From February 1992 to November 1996 Kereama was a lottery host alongside Hilary Timmins.They presented the weekly live Lotto draw every Saturday night.

In 2014, Kereama and Gillespie left ZM and launched a morning show on a new radio station called The Hits, which replaced the previous Classic Hits stations.

Kereama and Gillespie left The Hits in 2017, and later moved to More FM. In mid-2020, MediaWorks New Zealand restructured More FM and laid off Kereama and his co-host.

Kereama has acted in two feature films. In 2019 he played Tohunga Makutu in High Octane Pictures' Killer Sofa. In 2020, he played Dean in the New Zealand Film Commission's Lowdown Dirty Criminals. In 2022, Kereama co-starred as Myles in the New Zealand web production Self Help, produced by Wrestler.

Kereama is currently the afternoon drive announcer on NZME's Coast.

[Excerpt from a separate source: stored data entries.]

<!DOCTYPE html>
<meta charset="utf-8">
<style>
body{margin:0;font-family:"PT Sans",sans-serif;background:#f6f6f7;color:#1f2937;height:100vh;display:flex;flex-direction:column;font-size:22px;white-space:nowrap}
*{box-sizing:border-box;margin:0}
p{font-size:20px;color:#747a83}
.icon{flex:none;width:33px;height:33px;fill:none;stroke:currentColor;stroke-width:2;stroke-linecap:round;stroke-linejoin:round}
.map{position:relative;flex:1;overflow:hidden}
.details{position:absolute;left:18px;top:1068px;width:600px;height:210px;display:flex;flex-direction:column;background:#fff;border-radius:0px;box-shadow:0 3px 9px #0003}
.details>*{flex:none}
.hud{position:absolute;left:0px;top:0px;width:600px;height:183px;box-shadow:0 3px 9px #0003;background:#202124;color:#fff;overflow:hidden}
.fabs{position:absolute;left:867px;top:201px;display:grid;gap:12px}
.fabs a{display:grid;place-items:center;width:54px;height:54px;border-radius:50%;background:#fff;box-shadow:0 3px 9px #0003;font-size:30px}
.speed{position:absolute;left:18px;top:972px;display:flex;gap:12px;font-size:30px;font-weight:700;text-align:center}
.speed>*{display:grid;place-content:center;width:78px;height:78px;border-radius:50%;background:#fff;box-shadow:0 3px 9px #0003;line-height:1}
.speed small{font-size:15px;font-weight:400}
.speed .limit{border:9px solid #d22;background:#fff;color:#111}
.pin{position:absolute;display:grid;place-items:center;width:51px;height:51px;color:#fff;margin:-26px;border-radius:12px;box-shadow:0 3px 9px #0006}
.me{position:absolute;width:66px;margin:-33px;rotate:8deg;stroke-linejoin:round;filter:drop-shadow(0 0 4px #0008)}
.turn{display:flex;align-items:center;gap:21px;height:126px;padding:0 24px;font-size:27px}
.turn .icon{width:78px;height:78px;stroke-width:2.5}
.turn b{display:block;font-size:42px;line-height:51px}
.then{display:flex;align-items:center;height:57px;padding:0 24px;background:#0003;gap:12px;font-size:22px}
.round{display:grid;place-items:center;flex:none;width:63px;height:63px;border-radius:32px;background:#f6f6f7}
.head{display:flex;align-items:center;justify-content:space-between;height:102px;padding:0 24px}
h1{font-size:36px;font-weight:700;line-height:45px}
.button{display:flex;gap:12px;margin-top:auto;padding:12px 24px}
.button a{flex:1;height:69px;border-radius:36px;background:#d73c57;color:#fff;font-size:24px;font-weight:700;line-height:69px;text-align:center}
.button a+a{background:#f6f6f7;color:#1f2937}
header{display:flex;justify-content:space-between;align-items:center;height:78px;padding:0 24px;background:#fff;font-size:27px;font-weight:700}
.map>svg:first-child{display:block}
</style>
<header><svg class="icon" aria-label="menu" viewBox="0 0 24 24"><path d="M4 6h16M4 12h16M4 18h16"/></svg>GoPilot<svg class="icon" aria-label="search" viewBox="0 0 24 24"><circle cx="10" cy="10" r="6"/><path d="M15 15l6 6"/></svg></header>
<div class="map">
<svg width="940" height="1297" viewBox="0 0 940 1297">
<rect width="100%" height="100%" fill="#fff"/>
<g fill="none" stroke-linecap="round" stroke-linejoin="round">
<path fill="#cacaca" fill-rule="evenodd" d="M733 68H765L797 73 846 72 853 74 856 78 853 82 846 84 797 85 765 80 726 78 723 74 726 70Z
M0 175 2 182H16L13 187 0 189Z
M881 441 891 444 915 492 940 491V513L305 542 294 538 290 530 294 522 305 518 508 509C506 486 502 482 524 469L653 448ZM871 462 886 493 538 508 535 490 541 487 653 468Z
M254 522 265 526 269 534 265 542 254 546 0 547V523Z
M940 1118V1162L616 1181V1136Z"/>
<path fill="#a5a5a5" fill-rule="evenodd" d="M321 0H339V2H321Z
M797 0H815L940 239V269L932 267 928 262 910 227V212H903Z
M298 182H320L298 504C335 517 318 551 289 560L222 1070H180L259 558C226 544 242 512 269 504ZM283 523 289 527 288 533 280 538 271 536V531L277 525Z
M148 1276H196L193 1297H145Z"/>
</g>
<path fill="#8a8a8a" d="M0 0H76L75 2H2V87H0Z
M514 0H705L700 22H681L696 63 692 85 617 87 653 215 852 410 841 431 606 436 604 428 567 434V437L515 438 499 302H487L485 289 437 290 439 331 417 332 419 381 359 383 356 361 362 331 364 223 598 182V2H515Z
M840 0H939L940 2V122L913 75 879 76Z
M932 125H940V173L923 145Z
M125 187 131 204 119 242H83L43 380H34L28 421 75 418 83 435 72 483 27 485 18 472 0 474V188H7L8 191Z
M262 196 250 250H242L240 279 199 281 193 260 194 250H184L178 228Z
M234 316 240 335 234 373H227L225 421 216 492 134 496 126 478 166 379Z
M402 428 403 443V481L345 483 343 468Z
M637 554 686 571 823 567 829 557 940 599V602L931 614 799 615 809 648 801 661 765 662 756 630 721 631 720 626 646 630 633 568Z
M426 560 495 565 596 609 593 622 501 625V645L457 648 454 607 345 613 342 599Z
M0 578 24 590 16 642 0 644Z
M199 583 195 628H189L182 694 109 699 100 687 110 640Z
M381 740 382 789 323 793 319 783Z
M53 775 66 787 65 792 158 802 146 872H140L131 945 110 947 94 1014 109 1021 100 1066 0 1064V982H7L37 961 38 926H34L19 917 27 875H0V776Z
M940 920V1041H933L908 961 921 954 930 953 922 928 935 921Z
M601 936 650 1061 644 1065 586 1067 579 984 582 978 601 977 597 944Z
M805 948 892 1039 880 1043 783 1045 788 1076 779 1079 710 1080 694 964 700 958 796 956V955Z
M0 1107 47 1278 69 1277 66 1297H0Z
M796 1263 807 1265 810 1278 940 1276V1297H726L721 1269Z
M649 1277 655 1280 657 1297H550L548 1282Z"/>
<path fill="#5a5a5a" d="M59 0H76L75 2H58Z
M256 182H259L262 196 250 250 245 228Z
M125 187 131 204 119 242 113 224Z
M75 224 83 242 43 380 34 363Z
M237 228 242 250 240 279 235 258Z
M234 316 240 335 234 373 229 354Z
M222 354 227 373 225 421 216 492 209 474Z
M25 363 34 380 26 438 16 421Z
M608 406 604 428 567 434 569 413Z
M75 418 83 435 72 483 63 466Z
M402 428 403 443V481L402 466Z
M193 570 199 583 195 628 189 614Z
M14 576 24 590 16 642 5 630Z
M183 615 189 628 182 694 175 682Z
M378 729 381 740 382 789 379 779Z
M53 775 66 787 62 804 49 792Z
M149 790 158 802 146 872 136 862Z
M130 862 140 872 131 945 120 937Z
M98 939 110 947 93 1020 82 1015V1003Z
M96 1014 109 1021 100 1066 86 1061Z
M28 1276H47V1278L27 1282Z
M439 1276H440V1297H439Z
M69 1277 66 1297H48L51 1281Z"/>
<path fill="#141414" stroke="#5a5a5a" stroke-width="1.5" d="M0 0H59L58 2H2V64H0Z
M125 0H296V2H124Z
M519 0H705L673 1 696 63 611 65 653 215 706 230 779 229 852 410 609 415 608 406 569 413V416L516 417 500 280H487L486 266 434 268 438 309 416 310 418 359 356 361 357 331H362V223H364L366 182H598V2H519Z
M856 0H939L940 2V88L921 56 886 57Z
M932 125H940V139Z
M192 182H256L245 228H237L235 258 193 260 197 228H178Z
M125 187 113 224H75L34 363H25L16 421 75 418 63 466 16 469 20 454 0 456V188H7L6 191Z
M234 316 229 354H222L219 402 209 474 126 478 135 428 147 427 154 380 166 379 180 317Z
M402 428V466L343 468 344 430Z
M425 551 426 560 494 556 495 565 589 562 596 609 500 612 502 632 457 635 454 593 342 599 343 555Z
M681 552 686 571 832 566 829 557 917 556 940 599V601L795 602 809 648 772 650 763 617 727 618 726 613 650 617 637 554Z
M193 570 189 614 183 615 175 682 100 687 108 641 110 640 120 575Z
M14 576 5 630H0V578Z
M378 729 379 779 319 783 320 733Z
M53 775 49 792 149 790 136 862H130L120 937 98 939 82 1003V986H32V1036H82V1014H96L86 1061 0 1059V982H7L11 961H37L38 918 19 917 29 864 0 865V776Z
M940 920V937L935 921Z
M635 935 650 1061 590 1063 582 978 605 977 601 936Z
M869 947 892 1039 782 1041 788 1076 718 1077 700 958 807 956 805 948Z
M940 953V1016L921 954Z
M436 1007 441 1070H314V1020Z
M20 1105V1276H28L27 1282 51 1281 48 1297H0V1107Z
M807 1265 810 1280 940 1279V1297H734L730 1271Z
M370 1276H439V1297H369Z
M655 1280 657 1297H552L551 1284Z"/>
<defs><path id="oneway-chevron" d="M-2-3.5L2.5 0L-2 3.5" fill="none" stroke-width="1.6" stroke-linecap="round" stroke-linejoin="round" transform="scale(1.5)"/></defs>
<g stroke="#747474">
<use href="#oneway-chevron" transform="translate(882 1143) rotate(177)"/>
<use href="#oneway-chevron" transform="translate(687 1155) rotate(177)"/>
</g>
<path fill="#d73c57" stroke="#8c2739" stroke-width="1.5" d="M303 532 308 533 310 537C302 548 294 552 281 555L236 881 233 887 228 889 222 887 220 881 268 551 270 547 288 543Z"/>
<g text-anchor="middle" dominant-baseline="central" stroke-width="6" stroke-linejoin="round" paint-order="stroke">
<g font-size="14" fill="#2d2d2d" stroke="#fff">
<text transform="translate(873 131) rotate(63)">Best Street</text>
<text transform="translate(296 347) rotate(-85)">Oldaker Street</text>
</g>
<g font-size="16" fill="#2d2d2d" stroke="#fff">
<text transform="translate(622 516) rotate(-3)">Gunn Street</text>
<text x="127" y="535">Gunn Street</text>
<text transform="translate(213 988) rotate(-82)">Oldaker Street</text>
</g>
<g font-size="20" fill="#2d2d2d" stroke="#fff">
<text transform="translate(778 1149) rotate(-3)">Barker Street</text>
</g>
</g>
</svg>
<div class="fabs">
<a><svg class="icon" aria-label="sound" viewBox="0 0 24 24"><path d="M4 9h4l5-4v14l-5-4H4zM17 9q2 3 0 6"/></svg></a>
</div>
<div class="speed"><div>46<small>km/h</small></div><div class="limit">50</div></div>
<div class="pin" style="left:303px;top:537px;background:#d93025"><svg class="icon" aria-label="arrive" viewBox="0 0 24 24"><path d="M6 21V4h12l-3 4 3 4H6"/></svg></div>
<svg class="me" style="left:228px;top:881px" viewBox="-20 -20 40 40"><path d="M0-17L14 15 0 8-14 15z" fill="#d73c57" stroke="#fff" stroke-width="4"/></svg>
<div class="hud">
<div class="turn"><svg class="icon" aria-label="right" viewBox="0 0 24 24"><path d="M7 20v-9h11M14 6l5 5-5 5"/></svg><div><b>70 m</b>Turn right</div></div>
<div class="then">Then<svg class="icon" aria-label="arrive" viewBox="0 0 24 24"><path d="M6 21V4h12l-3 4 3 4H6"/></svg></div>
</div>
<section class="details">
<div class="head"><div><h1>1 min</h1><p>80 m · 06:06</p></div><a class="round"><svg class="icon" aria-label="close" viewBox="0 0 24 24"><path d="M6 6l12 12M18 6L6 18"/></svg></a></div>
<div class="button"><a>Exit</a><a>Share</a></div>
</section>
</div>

Kereama competed in amateur bodybuilding from 2004 to 2007. He won the 80 kg to 90 kg open men's category at the IFBB Wellington Championships in 2005, and finished in second place in the same category at the IFBB New Zealand championships later that year. In 2006 Kereama placed 3rd in the 80 kg to 90 kg category in the IFBB Wellington championships, and again placed second at the New Zealand championships.

==Personal life==
In 1989, Kereama married Polly Gillespie, who would become his longtime co-host. They have three children together.

They split in 2015, with the divorce concluding in 2016. Kereama married Lisa Brockelsby in 2017.

Kereama donated a kidney to then-All Black rugby player Jonah Lomu.